Another great option for sun protection is eczema clothing, like the Remedywear™ line. All garments are made with TENCEL and zinc-embedded fibers to soothe flare ups. They also offer 35-50+ SPF protection from the sun, especially important for prolonged exposure.

ILW Recommends: The Truth About Vitamin D and Eczema

3) Hydrate

Hydrating is important for absolutely everyone! Heat can cause dehydration which in turn can cause skin to dry and irritate very quickly.

On any hot day, make sure to pack plenty of water and take breaks to hydrate.

Sweat can also be a trigger for eczema, so it’s important to keep skin hydrated, as well as cool.

Saltwater On Eczema: Salt Soaks

Many people have touted the positive effects of a sea salt soak at bath time for skin issues.

A sea salt soak can recreate the positive effects of a swim in the actual ocean, but its important to choose treatments that will not dry or irritate skin further.

This Conqueror Oatmeal Bath for Eczema helps diminish visible irritation and reduces skin sensitivity with colloidal oatmeal, baking soda and sea salt.
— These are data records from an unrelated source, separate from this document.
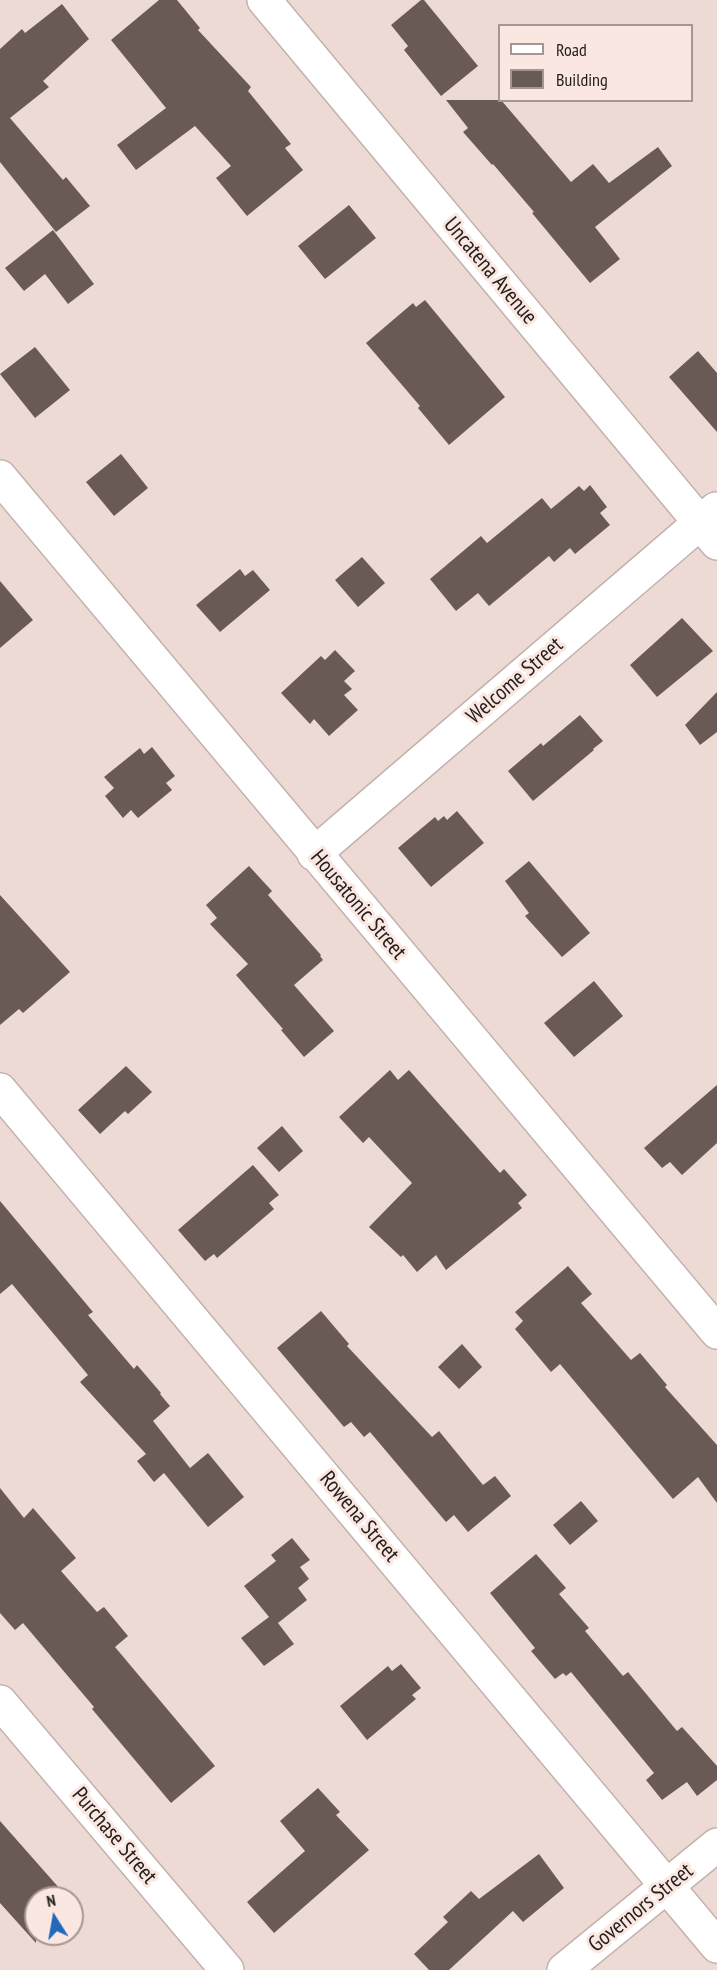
<!DOCTYPE html>
<style>
body{margin:0}
#map{position:relative;width:717px;height:1970px;overflow:hidden;background:#eddad4;font-family:"PT Sans Narrow",sans-serif}
canvas{display:block}
.legend{position:absolute;left:498px;top:24px;width:195px;height:78px;box-sizing:border-box;background:#fae7e1;border:2px solid #a49692;margin:0;padding:8px 10px;list-style:none;font-size:18px;color:#231d1b}
.legend li{display:flex;align-items:center;gap:12px;height:30px}
.legend b{width:30px;border:2px solid #a49692}
.north{position:absolute;left:24px;top:1886px;width:60px;height:60px;box-sizing:border-box;background:#fae7e1;border:2px solid #a49692;border-radius:50%;rotate:349deg;font-size:16px;font-weight:700;line-height:24px;text-align:center;color:#231d1b}
.north::after{content:'';display:block;margin:auto;width:21px;height:27px;background:#2169b9;clip-path:polygon(50% 0,100% 100%,50% 72%,0 100%)}
</style>
<div id="map">
<canvas width="717" height="1970"></canvas>
<ul class="legend">
<li><b style="height:8px;background:#fff"></b>Road</li>
<li><b style="height:16px;background:#6a5a55"></b>Building</li>
</ul>
<div class="north">N</div>
</div>
<script>
const ctx = document.querySelector('canvas').getContext('2d');
ctx.lineJoin = 'round';
function fillPath(path, color) { ctx.fillStyle = color; ctx.fill(path, 'evenodd'); }
const shape = rows => new Path2D(rows.map(r => 'M' + r).join(''));
function strokePath(path, color, width, dash) { ctx.strokeStyle = color; ctx.lineWidth = width; ctx.lineCap = dash ? 'butt' : 'round'; ctx.setLineDash(dash || []); ctx.stroke(path); }
function write(font, color, halo, rows, align = 'center') {
  ctx.font = font + ' "PT Sans Narrow",sans-serif'; ctx.lineWidth = 6; ctx.setLineDash([]); ctx.textBaseline = 'middle'; ctx.strokeStyle = halo; ctx.fillStyle = color; for (const [text, x, y, turn = 0] of rows) {
    ctx.save(); ctx.translate(x, y); ctx.rotate((+turn || 0) * Math.PI / 180); ctx.textAlign = isNaN(turn) ? turn : align; if (halo) ctx.strokeText(text, 0, 0); ctx.fillText(text, 0, 0); ctx.restore();
  }
}
const building = shape([
 [159,0,177,0,200,28,198,30,251,87,248,91,291,144,285,148,303,170,247,216,216,178,231,166,195,126,136,170,117,145,166,108,111,40],
 [421,0,424,0,478,66,441,96,404,50,408,46,391,25],
 [62,4,89,39,43,81,49,87,10,118,63,180,66,177,90,206,56,232,0,162,0,49,22,29,25,33],
 [446,100,501,100,571,182,593,164,609,183,658,147,672,166,595,227,620,259,590,283,532,213,534,212,493,164,492,165,463,132,468,128],
 [349,205,376,238,325,279,298,246],
 [53,230,94,284,68,304,45,274,24,291,5,268],
 [425,300,505,397,449,445,418,408,420,406,366,343,413,303,416,307],
 [35,347,70,390,35,418,0,374],
 [698,351,717,373,717,432,669,377],
 [121,454,148,488,114,516,86,482],
 [590,485,607,507,600,513,610,525,575,554,570,548,554,562,549,556,489,606,478,593,456,611,430,579,481,536,487,543,542,498,551,509,579,486,584,491],
 [362,557,385,583,358,607,335,580],
 [240,569,245,576,253,570,270,590,220,632,196,605],
 [0,581,33,620,0,648],
 [682,618,713,651,657,697,630,665],
 [335,650,355,671,344,681,352,689,344,695,358,710,329,736,314,719,310,724,281,693,321,656,325,660],
 [717,692,717,732,700,745,685,725],
 [580,715,603,741,593,749,594,750,533,801,508,771,541,743,543,746],
 [152,747,175,776,166,783,172,790,138,818,131,810,123,818,105,796,114,788,104,777,140,748,144,754],
 [457,811,484,843,431,887,398,848,435,817,438,821,444,816,447,820],
 [529,861,590,933,562,957,525,916,529,913,505,881],
 [249,866,272,891,268,895,321,955,320,956,323,960,294,985,334,1031,304,1057,281,1030,283,1029,236,975,248,964,210,924,217,918,206,905],
 [0,895,70,972,23,1013,19,1009,0,1025],
 [594,981,623,1016,574,1057,544,1023],
 [126,1066,152,1092,128,1114,125,1111,100,1134,78,1110],
 [390,1070,398,1080,409,1070,500,1173,504,1169,527,1195,518,1203,522,1208,446,1270,436,1255,417,1272,403,1255,401,1257,369,1227,412,1183,369,1137,363,1143,339,1117],
 [717,1085,717,1143,682,1175,670,1162,662,1168,644,1148],
 [282,1126,303,1151,279,1172,257,1148],
 [253,1165,279,1195,269,1203,274,1209,217,1258,214,1254,205,1261,178,1230],
 [0,1201,93,1312,88,1315,134,1369,137,1365,161,1393,160,1394,170,1406,153,1421,190,1468,208,1453,244,1497,208,1527,164,1473,154,1482,137,1461,146,1454,80,1382,88,1375,12,1284,0,1294],
 [568,1266,592,1294,581,1303,631,1360,640,1353,667,1385,665,1387,717,1445,717,1503,698,1477,673,1499,560,1364,551,1372,515,1329,523,1321,515,1312],
 [321,1311,349,1344,347,1346,432,1437,439,1431,483,1485,495,1476,511,1496,468,1532,454,1515,446,1522,370,1432,364,1437,351,1422,344,1427,277,1348],
 [462,1344,482,1367,459,1389,438,1367],
 [0,1488,24,1518,33,1508,76,1558,61,1571,97,1612,104,1607,128,1636,115,1647,215,1766,171,1803,92,1709,94,1707,23,1623,15,1630,0,1613],
 [581,1501,598,1521,570,1545,553,1525],
 [292,1538,310,1560,300,1567,309,1579,298,1588,307,1600,278,1623,294,1644,264,1666,241,1638,269,1617,244,1586,276,1561,271,1555],
 [536,1554,566,1588,559,1594,589,1628,585,1631,623,1676,628,1672,677,1731,682,1727,717,1766,717,1780,697,1796,687,1782,662,1800,646,1780,654,1773,571,1672,566,1676,563,1673,555,1679,531,1651,535,1648,490,1593],
 [401,1664,421,1688,412,1695,416,1699,367,1740,340,1706,388,1666,392,1671],
 [318,1788,340,1812,336,1815,369,1850,274,1933,247,1902,305,1851,280,1821],
 [0,1821,68,1898,36,1898,36,1943,0,1903],
 [539,1854,564,1888,523,1922,513,1911,449,1970,429,1970,414,1954,448,1922,443,1917,471,1891,479,1899]
]);
const minor = shape([
 [264,0,717,543],
 [0,477,717,1332],
 [314,854,716,509],
 [0,1090,717,1946],
 [0,1702,227,1970],
 [564,1970,717,1845]
]);
const streetNames = [
 ["Uncatena Avenue",490,271,50],
 ["Welcome Street",515,681,-41],
 ["Housatonic Street",358,905,50],
 ["Rowena Street",359,1517,50],
 ["Purchase Street",114,1836,50],
 ["Governors Street",641,1908,-39]
];
fillPath(building, '#6a5a55');
strokePath(minor, '#c3b1ac', 36);
strokePath(minor, '#fff', 33);
write('22px', '#231d1b', '#fae7e1', streetNames);
</script>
Not only does it offer antibacterial properties, but it keeps skin hydrated and reduces irritation.

You can also try soaking in Epsom salts. Epsom salt is a hydrated salt that is made up of both magnesium and sulfate which can both help reduce itchy, red or dry skin.

Remember though! Baths should always be taken with lukewarm water in order to prevent further inflammation. 

For other summer eczema tips, make sure to check out our blog post: Summer Eczema: The Ultimate Care Guide.

Laura is a contributor and content developer for It’s An Itchy Little World. She is in no way a medical professional. Her comments, suggestions, and reflections are not intended to replace any medical advice. Always seek the help of a medical professional before undertaking any diet or lifestyle changes. Please see It’s An Itchy Little World’s disclaimer for information about affiliate links and more.

FROM: Eczema


  1. Angela Regan on April 16, 2020 at 7:27 am

    Hi, my daughter has slight eczema at the back of her knees and after she’s been in the sea it’s very painful and also causes a rash on the top of her thighs. Can you suggest anything I can do to prevent this as she’s a pure water baby and loves to go in the sea 🌅

    • Ali on May 22, 2022 at 1:17 pm

      Same Angela. I’m currently searching for barrier creams before going in the sea but not much luck.
      Did you find anything that helps?

      • Amy on July 17, 2022 at 2:06 pm

        Hello, I find Lyonsleaf Calendula and Zinc is a really nice barrier Cream 😊 hope this helps! 🌊

  2. Lydia on June 23, 2020 at 3:21 pm

    I found bathing in the Caribbean sea great for my eczema! Remember to wash of after bathing and then moisturize after. The problem is my home has floride water which is horrible for my skin. Now I’m trying to treat my eczema areas with salt water,so far it helping!